I'm sorry that I haven't given code of test at the beginning.

from scipy.sparse import coo_matrix
from sklearn.cluster import spectral_clustering

# affinity between nodes
row = [0, 0, 1, 2, 3, 3, 4]
col = [1, 2, 2, 3, 4, 5, 5]
val = [100, 100, 100, 1, 100, 100, 100]

coo = coo_matrix((val + val, (row + col, col + row)), shape=(6, 6))
print coo.todense()

labels = spectral_clustering(coo, n_clusters=2, n_components=1)
# clustering result, should be [0 0 0 1 1 1] or [1 1 1 0 0 0]
print labels

For the original spectral_clustering, the result is unstable, no matter how many components used.
After setting drop_first = True

labels = spectral_clustering(coo, n_clusters=2, n_components=1)

would always give the right answer. But n_components must be 1.

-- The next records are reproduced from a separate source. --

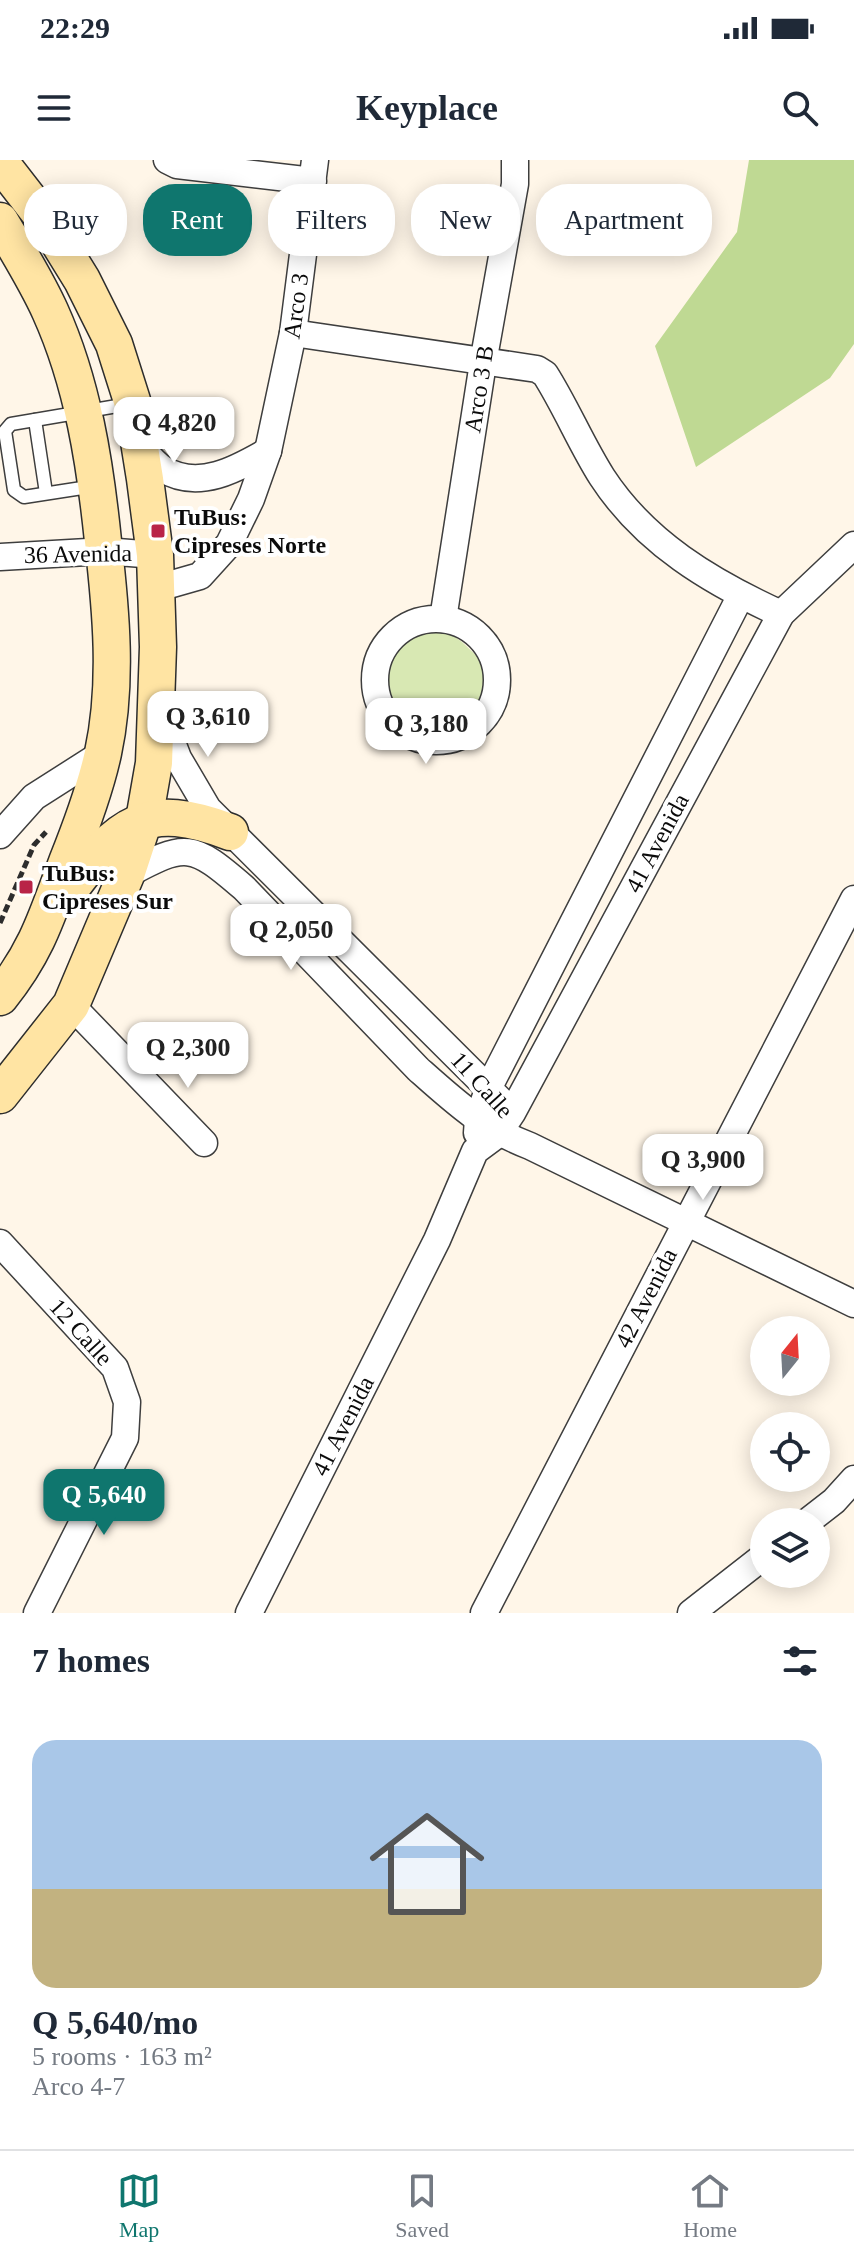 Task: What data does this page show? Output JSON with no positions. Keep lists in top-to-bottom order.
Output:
{
  "streets": {
    "street": [
      "Arco 3",
      "Arco 3 B",
      "36 Avenida",
      "41 Avenida",
      "11 Calle",
      "42 Avenida",
      "12 Calle"
    ]
  },
  "crossings": [
    ["Arco 3", "36 Avenida"],
    ["41 Avenida", "11 Calle"],
    ["11 Calle", "42 Avenida"]
  ],
  "places": {
    "transit": ["TuBus: Cipreses Norte", "TuBus: Cipreses Sur"]
  },
  "north": "top",
  "page": {
    "status": "22:29",
    "header": "Keyplace",
    "chip": [
      "Buy",
      "Rent",
      "Filters",
      "New",
      "Apartment"
    ],
    "price": [
      "Q 4,820",
      "Q 3,610",
      "Q 3,180",
      "Q 2,050",
      "Q 2,300",
      "Q 3,900",
      "Q 5,640"
    ],
    "heading": "7 homes",
    "list": [
      {
        "name": "Q 5,640/mo",
        "note": "5 rooms · 163 m² · Arco 4-7"
      }
    ],
    "tabs": ["Map", "Saved", "Home"]
  }
}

After weight eigenvectors according to their related eigenvalues, it works stably no matter how many components used. For example

labels = spectral_clustering(coo, n_clusters=2, n_components=4)

I use this as a test example because it's easy for us to figure out which result is reasonable.

…eigenvalues

sklearn-lgtm · 2018-03-06T11:19:52Z

This pull request introduces 2 alerts when merging 741ec13 into 2aba6e2 - view on lgtm.com

new alerts:

2 for Potentially uninitialized local variable

Comment posted by lgtm.com

sky88088 · 2018-03-06T11:48:59Z

Oh, it seems that I use rebase to update my PR and lost all the comments base on the last version……

I conclude the opnions in the lost discussion here.

The first eigenvector hurt the performance of clustering when the affinity matrix with no disconnected region. Maybe we should check the connectivity of the input matrix to decide whether to drop it.

I found that spectral embedding use a private function to check the connectivity of input.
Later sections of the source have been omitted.